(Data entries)
******************************

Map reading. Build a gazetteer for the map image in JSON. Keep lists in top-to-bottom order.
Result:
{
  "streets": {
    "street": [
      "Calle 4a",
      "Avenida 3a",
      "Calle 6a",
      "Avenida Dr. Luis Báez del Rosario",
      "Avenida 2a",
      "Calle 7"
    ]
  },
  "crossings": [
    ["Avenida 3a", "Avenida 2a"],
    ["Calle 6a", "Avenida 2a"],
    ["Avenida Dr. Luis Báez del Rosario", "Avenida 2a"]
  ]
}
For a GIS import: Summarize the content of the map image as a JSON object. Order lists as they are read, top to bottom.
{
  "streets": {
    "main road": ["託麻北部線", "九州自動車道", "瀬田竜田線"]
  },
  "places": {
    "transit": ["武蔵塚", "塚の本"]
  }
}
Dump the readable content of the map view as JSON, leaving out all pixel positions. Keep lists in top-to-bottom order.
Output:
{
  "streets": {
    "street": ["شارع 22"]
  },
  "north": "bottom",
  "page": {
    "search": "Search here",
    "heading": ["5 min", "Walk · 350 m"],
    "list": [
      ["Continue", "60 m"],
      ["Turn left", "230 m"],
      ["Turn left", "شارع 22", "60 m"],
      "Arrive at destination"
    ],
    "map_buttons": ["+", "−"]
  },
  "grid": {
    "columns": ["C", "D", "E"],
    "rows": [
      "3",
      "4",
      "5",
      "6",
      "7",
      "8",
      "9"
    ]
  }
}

******************************

■ **EXERCISE DESCRIPTION**: The answer must be a single number: how many lines of the data include the string "Keep".

■ **SOLUTION FOR THIS EXERCISE**: 2